According to Professor Eric Emerson, one of the leading experts in this field, when people move into ordinary houses in the community, they do see more of people without disabilities. But this increase is due either to more visits from family or to brief contacts in shops and so on. Almost none of the increase is due to independent adult friendships developed with neighbours or normal friends. What this means is loneliness and exclusion, and all in the name of inclusion.
Even more striking is another finding from a study in 2002 that people with learning disabilities are happier when they have a larger number of people with learning disabilities in their social network. This hugely undermines the value of the care in the community experiment. And it means there was little or no justification in closing down other services, against people’s wishes.
Tragically this ideology has coincided, quite mistakenly, with cost-cutting. Both Labour and the Conservatives quite wrongly thought care in the community would be cheaper. More recently there’s been pressure for people to move into what’s called supported living, which is very much like care in the community. That’s mainly because the way it’s financed looks cheaper for social services departments.
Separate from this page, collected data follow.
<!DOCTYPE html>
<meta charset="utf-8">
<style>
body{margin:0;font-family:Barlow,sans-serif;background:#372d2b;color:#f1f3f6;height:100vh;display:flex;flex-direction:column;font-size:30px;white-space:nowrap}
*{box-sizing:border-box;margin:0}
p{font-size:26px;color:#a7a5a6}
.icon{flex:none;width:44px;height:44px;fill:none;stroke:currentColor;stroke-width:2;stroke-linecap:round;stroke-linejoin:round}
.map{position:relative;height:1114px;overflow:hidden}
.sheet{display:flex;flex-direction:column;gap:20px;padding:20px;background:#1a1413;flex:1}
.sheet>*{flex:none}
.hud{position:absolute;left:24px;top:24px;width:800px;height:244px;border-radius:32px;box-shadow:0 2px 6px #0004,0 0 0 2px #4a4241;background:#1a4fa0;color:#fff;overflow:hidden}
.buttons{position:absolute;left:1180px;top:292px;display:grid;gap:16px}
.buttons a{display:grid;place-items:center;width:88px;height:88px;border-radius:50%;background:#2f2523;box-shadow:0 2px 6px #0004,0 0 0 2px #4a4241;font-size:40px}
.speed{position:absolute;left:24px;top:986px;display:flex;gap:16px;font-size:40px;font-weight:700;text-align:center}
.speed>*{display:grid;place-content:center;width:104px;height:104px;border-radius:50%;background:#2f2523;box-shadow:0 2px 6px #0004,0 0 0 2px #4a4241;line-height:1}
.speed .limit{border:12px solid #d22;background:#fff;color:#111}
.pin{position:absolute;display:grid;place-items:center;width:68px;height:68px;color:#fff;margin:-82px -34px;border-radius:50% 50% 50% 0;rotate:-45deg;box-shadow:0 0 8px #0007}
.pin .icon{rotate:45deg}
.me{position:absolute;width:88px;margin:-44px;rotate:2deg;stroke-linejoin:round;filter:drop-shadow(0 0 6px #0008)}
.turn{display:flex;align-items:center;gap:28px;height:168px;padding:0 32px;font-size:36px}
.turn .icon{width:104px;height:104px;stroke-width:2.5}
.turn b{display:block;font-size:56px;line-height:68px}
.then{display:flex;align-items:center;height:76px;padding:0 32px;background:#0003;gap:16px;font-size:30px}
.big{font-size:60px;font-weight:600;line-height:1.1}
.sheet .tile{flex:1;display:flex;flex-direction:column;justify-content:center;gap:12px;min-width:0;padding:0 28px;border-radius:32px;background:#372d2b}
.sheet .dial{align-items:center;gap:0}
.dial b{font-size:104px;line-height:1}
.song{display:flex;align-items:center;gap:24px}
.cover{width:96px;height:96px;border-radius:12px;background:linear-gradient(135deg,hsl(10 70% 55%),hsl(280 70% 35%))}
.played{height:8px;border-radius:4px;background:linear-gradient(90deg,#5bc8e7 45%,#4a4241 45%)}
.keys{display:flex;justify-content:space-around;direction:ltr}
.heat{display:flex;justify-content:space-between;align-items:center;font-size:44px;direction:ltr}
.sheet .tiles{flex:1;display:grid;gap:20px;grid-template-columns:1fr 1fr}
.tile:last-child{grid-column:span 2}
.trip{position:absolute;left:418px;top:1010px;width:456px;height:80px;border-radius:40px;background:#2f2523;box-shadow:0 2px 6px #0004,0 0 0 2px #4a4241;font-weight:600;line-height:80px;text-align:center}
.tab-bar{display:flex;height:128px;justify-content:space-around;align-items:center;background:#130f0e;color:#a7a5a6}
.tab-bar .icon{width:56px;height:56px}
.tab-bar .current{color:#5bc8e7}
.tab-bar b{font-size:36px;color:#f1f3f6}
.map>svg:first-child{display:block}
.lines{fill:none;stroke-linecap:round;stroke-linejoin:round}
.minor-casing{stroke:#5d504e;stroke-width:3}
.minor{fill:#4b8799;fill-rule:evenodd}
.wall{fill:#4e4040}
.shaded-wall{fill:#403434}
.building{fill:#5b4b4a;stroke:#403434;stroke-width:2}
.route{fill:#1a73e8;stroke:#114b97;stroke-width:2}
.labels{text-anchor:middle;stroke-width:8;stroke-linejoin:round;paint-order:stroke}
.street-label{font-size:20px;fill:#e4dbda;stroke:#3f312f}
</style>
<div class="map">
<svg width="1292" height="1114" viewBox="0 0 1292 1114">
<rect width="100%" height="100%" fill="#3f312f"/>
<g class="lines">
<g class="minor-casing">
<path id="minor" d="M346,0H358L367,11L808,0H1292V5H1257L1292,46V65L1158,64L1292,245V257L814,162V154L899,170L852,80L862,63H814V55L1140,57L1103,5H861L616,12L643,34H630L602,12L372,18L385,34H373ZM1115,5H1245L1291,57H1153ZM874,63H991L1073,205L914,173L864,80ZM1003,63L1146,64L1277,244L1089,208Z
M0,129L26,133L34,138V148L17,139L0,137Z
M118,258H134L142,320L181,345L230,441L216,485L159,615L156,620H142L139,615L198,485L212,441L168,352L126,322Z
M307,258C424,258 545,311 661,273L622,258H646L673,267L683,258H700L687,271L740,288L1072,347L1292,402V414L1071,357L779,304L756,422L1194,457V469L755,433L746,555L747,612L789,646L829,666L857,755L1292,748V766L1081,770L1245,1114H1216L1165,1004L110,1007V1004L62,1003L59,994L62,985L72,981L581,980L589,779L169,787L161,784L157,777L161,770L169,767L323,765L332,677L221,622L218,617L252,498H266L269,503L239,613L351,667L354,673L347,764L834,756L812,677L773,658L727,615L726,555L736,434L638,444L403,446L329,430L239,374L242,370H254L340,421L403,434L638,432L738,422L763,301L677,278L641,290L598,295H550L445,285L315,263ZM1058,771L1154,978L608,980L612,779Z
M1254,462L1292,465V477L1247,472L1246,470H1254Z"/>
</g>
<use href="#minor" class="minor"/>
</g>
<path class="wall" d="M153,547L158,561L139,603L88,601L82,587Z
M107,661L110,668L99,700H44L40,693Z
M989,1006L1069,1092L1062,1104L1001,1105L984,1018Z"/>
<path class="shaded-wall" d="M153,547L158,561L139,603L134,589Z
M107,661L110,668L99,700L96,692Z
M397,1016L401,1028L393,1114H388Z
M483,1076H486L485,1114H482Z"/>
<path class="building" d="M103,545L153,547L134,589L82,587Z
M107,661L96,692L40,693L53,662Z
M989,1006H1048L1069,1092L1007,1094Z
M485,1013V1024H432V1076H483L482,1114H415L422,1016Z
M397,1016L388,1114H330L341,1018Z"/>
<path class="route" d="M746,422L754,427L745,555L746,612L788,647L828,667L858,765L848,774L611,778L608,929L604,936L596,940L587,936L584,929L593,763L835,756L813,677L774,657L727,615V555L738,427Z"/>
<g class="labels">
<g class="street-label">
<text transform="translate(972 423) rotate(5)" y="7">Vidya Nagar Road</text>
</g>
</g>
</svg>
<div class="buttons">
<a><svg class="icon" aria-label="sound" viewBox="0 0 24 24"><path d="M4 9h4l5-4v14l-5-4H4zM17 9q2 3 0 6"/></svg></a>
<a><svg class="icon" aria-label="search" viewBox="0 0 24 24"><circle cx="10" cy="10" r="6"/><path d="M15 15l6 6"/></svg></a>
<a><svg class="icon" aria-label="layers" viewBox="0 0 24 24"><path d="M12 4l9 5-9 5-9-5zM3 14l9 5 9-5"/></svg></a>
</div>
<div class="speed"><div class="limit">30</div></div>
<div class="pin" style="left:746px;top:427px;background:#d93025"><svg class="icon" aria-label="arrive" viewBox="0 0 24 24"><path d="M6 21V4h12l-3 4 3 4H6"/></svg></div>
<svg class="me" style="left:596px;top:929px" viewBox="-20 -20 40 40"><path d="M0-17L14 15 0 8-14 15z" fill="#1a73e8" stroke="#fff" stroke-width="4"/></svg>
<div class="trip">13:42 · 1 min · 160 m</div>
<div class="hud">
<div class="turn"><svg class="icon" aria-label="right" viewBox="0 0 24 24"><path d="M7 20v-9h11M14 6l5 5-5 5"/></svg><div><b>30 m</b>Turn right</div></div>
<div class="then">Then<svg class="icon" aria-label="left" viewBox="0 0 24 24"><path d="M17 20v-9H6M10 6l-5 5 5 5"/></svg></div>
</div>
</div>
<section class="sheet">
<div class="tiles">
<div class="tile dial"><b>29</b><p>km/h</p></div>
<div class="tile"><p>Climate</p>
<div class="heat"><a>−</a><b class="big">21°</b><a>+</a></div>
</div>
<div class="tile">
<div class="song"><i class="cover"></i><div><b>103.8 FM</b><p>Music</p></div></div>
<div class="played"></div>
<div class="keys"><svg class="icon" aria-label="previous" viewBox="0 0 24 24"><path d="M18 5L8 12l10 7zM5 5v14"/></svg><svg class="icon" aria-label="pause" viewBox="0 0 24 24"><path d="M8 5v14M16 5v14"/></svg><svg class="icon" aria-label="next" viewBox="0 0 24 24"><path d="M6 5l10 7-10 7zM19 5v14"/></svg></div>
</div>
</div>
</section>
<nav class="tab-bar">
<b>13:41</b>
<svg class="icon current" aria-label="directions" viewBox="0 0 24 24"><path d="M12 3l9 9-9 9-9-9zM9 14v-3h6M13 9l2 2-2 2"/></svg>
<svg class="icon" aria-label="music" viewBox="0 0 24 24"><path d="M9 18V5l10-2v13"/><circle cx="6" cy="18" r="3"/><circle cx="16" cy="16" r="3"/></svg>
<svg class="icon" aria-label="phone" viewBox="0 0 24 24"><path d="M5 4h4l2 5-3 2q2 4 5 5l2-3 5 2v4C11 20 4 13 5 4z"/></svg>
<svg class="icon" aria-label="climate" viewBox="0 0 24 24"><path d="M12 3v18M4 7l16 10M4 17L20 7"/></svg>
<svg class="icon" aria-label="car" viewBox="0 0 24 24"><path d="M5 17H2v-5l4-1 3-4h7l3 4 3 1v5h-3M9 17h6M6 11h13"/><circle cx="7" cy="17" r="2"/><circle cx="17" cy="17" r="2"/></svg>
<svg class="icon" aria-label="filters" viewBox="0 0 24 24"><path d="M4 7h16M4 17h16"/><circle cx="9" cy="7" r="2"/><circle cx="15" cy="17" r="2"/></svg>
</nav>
Amid all these mistakes, something more sinister has developed in the name of inclusion and normalisation.
Parents have legal control over their children. But when children with learning disabilities become adults at 18, their parents cease to have any legal authority in their lives. These grown-up children will need to make many choices about their lives, throughout the years ahead, and because of their disabilities they will have grave difficulties in choosing, or even understanding the options. So who really chooses, effectively?
That is a grey area in law, but one thing is clear. The parents can effectively be cut out of the loop, and sometimes they are. Social services can do so with little difficulty, if they see fit. If this happens, parents and families of vulnerable adults, who care most and know best about them, are powerless. The new Mental Capacity Act, which parents hoped might somehow empower them to make important decisions with their disabled adult children, has done nothing whatsoever to help.
The act should be radically revised to give some decision-making powers to families, and all people with learning disabilities should be granted direct payments, to be able to choose and pay for their services themselves.